— Action item —
Every entry must be output exactly as it is written.
# # #
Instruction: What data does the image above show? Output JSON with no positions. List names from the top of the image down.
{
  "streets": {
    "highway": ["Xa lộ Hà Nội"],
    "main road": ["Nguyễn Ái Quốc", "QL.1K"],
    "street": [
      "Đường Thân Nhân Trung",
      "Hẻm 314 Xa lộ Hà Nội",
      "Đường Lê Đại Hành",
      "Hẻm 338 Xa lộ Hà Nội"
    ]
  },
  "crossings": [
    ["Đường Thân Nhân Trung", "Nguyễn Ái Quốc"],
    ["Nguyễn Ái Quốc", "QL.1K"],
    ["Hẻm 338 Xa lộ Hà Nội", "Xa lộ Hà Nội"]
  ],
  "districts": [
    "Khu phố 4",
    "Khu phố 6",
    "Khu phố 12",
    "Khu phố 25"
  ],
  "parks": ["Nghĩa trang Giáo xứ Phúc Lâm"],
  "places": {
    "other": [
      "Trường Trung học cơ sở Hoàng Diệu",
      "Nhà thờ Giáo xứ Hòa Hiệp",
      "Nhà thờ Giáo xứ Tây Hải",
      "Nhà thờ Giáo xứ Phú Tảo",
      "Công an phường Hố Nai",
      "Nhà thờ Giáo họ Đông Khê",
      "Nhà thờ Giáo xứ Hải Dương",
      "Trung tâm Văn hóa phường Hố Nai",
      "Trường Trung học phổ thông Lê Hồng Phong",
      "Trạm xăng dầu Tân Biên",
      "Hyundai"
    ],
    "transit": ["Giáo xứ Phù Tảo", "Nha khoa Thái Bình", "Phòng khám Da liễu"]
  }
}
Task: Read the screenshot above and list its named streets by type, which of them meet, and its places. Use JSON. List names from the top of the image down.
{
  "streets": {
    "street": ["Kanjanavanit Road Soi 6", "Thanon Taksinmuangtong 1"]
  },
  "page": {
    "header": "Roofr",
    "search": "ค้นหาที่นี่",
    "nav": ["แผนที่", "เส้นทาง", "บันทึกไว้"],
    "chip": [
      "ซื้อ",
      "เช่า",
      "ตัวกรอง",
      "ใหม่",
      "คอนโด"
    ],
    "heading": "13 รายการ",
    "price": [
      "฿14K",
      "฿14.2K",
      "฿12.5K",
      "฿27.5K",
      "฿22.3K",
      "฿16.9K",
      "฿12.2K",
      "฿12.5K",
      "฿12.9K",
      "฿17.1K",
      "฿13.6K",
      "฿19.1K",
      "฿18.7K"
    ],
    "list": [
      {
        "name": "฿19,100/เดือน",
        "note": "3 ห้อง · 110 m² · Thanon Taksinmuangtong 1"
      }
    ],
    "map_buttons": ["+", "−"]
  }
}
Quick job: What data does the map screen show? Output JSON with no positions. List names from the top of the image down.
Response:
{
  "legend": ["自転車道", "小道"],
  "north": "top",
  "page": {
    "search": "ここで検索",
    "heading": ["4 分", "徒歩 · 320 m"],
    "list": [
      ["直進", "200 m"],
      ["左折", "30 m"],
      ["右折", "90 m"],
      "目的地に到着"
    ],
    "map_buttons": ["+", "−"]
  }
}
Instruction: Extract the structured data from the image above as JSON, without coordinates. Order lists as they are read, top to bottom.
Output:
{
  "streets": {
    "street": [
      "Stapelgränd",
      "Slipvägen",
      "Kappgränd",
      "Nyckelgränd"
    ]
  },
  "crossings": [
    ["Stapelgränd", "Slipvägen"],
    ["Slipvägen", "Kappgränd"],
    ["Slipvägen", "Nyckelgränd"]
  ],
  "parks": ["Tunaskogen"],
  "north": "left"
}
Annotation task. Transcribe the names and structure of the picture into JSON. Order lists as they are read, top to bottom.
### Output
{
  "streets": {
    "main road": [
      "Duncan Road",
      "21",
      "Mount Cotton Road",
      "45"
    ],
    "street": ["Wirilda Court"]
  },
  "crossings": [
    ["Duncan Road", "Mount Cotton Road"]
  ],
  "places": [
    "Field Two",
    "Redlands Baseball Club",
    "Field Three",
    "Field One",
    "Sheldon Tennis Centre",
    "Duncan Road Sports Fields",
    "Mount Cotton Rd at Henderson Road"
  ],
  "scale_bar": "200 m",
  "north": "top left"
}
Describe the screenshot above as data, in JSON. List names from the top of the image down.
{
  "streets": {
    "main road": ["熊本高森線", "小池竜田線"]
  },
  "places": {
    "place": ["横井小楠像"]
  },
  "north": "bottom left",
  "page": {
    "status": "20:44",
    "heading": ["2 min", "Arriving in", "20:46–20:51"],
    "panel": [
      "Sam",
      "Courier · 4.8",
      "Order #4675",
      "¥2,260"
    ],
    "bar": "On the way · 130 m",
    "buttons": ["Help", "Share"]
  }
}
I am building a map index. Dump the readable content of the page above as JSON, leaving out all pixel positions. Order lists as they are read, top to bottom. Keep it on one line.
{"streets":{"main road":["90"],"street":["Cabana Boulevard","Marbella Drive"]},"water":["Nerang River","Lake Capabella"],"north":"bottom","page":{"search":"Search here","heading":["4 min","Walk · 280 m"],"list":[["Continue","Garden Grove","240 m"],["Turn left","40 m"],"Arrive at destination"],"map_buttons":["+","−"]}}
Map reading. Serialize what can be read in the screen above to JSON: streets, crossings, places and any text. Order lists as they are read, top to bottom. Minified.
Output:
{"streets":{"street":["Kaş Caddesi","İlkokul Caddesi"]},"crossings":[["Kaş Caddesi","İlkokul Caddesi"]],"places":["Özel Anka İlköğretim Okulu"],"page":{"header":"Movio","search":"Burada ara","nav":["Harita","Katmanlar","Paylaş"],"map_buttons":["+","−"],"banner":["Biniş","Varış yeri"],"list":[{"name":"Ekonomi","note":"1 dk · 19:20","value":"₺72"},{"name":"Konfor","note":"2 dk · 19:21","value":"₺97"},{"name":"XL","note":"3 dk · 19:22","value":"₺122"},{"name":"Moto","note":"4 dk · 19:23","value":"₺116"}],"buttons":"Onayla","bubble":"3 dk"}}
# # #
— Exercise result —
Instruction: What data does the image above show? Output JSON with no positions. List names from the top of the image down.
{
  "streets": {
    "highway": ["Xa lộ Hà Nội"],
    "main road": ["Nguyễn Ái Quốc", "QL.1K"],
    "street": [
      "Đường Thân Nhân Trung",
      "Hẻm 314 Xa lộ Hà Nội",
      "Đường Lê Đại Hành",
      "Hẻm 338 Xa lộ Hà Nội"
    ]
  },
  "crossings": [
    ["Đường Thân Nhân Trung", "Nguyễn Ái Quốc"],
    ["Nguyễn Ái Quốc", "QL.1K"],
    ["Hẻm 338 Xa lộ Hà Nội", "Xa lộ Hà Nội"]
  ],
  "districts": [
    "Khu phố 4",
    "Khu phố 6",
    "Khu phố 12",
    "Khu phố 25"
  ],
  "parks": ["Nghĩa trang Giáo xứ Phúc Lâm"],
  "places": {
    "other": [
      "Trường Trung học cơ sở Hoàng Diệu",
      "Nhà thờ Giáo xứ Hòa Hiệp",
      "Nhà thờ Giáo xứ Tây Hải",
      "Nhà thờ Giáo xứ Phú Tảo",
      "Công an phường Hố Nai",
      "Nhà thờ Giáo họ Đông Khê",
      "Nhà thờ Giáo xứ Hải Dương",
      "Trung tâm Văn hóa phường Hố Nai",
      "Trường Trung học phổ thông Lê Hồng Phong",
      "Trạm xăng dầu Tân Biên",
      "Hyundai"
    ],
    "transit": ["Giáo xứ Phù Tảo", "Nha khoa Thái Bình", "Phòng khám Da liễu"]
  }
}
Task: Read the screenshot above and list its named streets by type, which of them meet, and its places. Use JSON. List names from the top of the image down.
{
  "streets": {
    "street": ["Kanjanavanit Road Soi 6", "Thanon Taksinmuangtong 1"]
  },
  "page": {
    "header": "Roofr",
    "search": "ค้นหาที่นี่",
    "nav": ["แผนที่", "เส้นทาง", "บันทึกไว้"],
    "chip": [
      "ซื้อ",
      "เช่า",
      "ตัวกรอง",
      "ใหม่",
      "คอนโด"
    ],
    "heading": "13 รายการ",
    "price": [
      "฿14K",
      "฿14.2K",
      "฿12.5K",
      "฿27.5K",
      "฿22.3K",
      "฿16.9K",
      "฿12.2K",
      "฿12.5K",
      "฿12.9K",
      "฿17.1K",
      "฿13.6K",
      "฿19.1K",
      "฿18.7K"
    ],
    "list": [
      {
        "name": "฿19,100/เดือน",
        "note": "3 ห้อง · 110 m² · Thanon Taksinmuangtong 1"
      }
    ],
    "map_buttons": ["+", "−"]
  }
}
Quick job: What data does the map screen show? Output JSON with no positions. List names from the top of the image down.
Response:
{
  "legend": ["自転車道", "小道"],
  "north": "top",
  "page": {
    "search": "ここで検索",
    "heading": ["4 分", "徒歩 · 320 m"],
    "list": [
      ["直進", "200 m"],
      ["左折", "30 m"],
      ["右折", "90 m"],
      "目的地に到着"
    ],
    "map_buttons": ["+", "−"]
  }
}
Instruction: Extract the structured data from the image above as JSON, without coordinates. Order lists as they are read, top to bottom.
Output:
{
  "streets": {
    "street": [
      "Stapelgränd",
      "Slipvägen",
      "Kappgränd",
      "Nyckelgränd"
    ]
  },
  "crossings": [
    ["Stapelgränd", "Slipvägen"],
    ["Slipvägen", "Kappgränd"],
    ["Slipvägen", "Nyckelgränd"]
  ],
  "parks": ["Tunaskogen"],
  "north": "left"
}
Annotation task. Transcribe the names and structure of the picture into JSON. Order lists as they are read, top to bottom.
### Output
{
  "streets": {
    "main road": [
      "Duncan Road",
      "21",
      "Mount Cotton Road",
      "45"
    ],
    "street": ["Wirilda Court"]
  },
  "crossings": [
    ["Duncan Road", "Mount Cotton Road"]
  ],
  "places": [
    "Field Two",
    "Redlands Baseball Club",
    "Field Three",
    "Field One",
    "Sheldon Tennis Centre",
    "Duncan Road Sports Fields",
    "Mount Cotton Rd at Henderson Road"
  ],
  "scale_bar": "200 m",
  "north": "top left"
}
Describe the screenshot above as data, in JSON. List names from the top of the image down.
{
  "streets": {
    "main road": ["熊本高森線", "小池竜田線"]
  },
  "places": {
    "place": ["横井小楠像"]
  },
  "north": "bottom left",
  "page": {
    "status": "20:44",
    "heading": ["2 min", "Arriving in", "20:46–20:51"],
    "panel": [
      "Sam",
      "Courier · 4.8",
      "Order #4675",
      "¥2,260"
    ],
    "bar": "On the way · 130 m",
    "buttons": ["Help", "Share"]
  }
}
I am building a map index. Dump the readable content of the page above as JSON, leaving out all pixel positions. Order lists as they are read, top to bottom. Keep it on one line.
{"streets":{"main road":["90"],"street":["Cabana Boulevard","Marbella Drive"]},"water":["Nerang River","Lake Capabella"],"north":"bottom","page":{"search":"Search here","heading":["4 min","Walk · 280 m"],"list":[["Continue","Garden Grove","240 m"],["Turn left","40 m"],"Arrive at destination"],"map_buttons":["+","−"]}}
Map reading. Serialize what can be read in the screen above to JSON: streets, crossings, places and any text. Order lists as they are read, top to bottom. Minified.
Output:
{"streets":{"street":["Kaş Caddesi","İlkokul Caddesi"]},"crossings":[["Kaş Caddesi","İlkokul Caddesi"]],"places":["Özel Anka İlköğretim Okulu"],"page":{"header":"Movio","search":"Burada ara","nav":["Harita","Katmanlar","Paylaş"],"map_buttons":["+","−"],"banner":["Biniş","Varış yeri"],"list":[{"name":"Ekonomi","note":"1 dk · 19:20","value":"₺72"},{"name":"Konfor","note":"2 dk · 19:21","value":"₺97"},{"name":"XL","note":"3 dk · 19:22","value":"₺122"},{"name":"Moto","note":"4 dk · 19:23","value":"₺116"}],"buttons":"Onayla","bubble":"3 dk"}}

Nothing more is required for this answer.